Calvin Smalley, who happened to be working out in front and saw her ride past, doubled up with laughter over his vegetable bed. “What next?” he chuckled. “What next?” He was still thinking about this and laughing over it when he went through the empty field which Sahwah had crossed the time she had discovered the house among the trees, and where Abner Smalley now pastured his bull. So absorbed was he in the memory of that ridiculous pillow tied on the horse that he was not careful in putting up the bars behind him when he left the field, and later in the afternoon the bull wandered over in that direction and came through into the next field. He found the river road and followed it and began to graze in one of the unploughed fields belonging to Onoway House.

Sahwah, wearing her big, red hat, was bending low over the ground, digging up some ferns which grew there, when all of a sudden she heard a loud snort and looked up to see the bull charging down upon her. She looked wildly around for a place of safety. Nothing was nearer than the far-off hedge that surrounded the cultivated garden patch. Not a tree, not a fence, in sight. Quick as light she bounded off toward the hedge, although she knew it would be impossible for her to reach it before the bull would be upon her.

Gladys, coming along the road in the automobile, heard a shriek and looked up to see Sahwah tearing across the open field with the bull hard after her. Without a moment’s hesitation Gladys turned the car into the field and started after the bull at full speed. She let the car out every notch and it whizzed dizzily over the hard turf. She sounded the horn again and again with the hope of attracting the attention of the bull, but he did not pause. Like lightning she bore down upon him, passed to one side and slowed down for a second beside Sahwah, who jumped on the running-board and was borne away to safety.

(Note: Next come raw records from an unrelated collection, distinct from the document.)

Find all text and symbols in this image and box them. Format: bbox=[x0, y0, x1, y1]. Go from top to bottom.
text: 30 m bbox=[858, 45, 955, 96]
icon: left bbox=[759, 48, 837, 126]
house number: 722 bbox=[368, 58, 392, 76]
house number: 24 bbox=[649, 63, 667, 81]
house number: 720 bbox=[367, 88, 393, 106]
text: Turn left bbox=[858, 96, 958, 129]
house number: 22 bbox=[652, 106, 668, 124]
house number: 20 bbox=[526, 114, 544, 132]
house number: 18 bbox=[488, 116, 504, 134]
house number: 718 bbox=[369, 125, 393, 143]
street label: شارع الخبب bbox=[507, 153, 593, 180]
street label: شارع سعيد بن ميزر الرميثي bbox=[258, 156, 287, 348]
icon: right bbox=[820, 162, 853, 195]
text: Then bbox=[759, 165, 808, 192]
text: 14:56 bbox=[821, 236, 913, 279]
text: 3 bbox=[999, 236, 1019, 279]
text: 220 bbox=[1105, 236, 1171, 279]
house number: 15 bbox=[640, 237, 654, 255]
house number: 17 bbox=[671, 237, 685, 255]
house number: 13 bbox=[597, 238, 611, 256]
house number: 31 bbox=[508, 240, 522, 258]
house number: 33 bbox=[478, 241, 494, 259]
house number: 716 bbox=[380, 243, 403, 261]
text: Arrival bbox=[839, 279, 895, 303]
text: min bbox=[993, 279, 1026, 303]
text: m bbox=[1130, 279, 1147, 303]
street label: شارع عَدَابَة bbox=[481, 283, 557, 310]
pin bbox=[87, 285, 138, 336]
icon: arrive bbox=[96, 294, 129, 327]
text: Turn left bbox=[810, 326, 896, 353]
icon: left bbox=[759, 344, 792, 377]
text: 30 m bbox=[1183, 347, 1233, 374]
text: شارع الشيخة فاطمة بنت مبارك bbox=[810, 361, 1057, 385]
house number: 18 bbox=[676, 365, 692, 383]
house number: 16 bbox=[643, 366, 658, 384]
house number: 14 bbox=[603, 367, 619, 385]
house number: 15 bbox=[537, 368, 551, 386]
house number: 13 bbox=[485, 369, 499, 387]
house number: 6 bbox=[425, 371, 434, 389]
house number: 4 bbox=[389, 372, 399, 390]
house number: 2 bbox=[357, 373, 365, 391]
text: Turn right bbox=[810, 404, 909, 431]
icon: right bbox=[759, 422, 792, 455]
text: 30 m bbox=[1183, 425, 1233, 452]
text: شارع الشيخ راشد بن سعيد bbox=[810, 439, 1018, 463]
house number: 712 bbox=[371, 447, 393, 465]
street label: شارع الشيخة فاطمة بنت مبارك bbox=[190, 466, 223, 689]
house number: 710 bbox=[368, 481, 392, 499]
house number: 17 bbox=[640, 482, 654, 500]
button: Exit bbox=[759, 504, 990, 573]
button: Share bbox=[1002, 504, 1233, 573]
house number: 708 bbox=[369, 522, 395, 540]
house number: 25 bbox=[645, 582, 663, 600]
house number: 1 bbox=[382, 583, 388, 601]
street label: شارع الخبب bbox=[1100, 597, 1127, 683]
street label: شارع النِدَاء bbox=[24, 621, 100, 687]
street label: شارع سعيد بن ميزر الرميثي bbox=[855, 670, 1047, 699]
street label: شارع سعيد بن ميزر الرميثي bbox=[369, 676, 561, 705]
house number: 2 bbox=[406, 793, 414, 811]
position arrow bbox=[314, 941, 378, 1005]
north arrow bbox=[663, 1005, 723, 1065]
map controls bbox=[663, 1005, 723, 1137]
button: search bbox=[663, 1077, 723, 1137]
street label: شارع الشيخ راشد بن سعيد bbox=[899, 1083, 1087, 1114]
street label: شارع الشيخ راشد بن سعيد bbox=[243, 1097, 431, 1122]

“This hum-drum, uneventful life,” said Sahwah, as she sat on the porch half an hour afterward and tried to catch her breath, while the rest fanned her with palm leaf fans, “is getting a little too much for me!”

CHAPTER X.—A BIRTHDAY PARTY

After Nyoda had fired the shots out of the window, nothing was heard or seen of the ghost and the footsteps in the attic ceased. “It’s just as I thought,” said Nyoda, “someone has been trying to frighten us with a possible view of robbing the house at some time, thinking that a houseful of women would be terror-stricken at the ghostly noises, but when he found we had a gun and could shoot he thought better of the plan.” Gradually the girls lost their fright, and the odd corners of Onoway House regained their old charm. They were far too busy with the canning to think of much else, for the tomatoes were ripening in such large quantities that it was all they could do to dispose of them. The 4H brand found favor and the market gradually increased, and every week Migwan had a goodly sum to deposit in the bank after the cost of the tin cans had been deducted.

“I have to laugh when I think of that honor in the book,” said Migwan, “can at least three cans of fruit,” and she pointed to the cans stacked on the back porch ready to be packed into the automobile and taken to town. “Why, hello, Calvin,” she said, as Calvin Smalley appeared at the back door. “Come in.” Calvin came in and sat down. “What’s the matter?” asked Migwan, for his face had a frightened and distressed look.

“Uncle Abner has turned me out!” said Calvin.

“Turned you out!” echoed the girls. “Why?”

“He showed me a will last night,” said Calvin, “a later one than that which was found when my grandfather died, which left the farm to him instead of to my father. He just found it last night when he was rummaging among grandfather’s old papers. According to that I have been living on his charity all these years instead of on my own property as I supposed and now he says he can’t afford to keep me any longer. He wanted me to sign a paper saying that I would work for him without pay until I was thirty years old to make up for what I have had all these years, and when I wouldn’t do it he told me to get out.”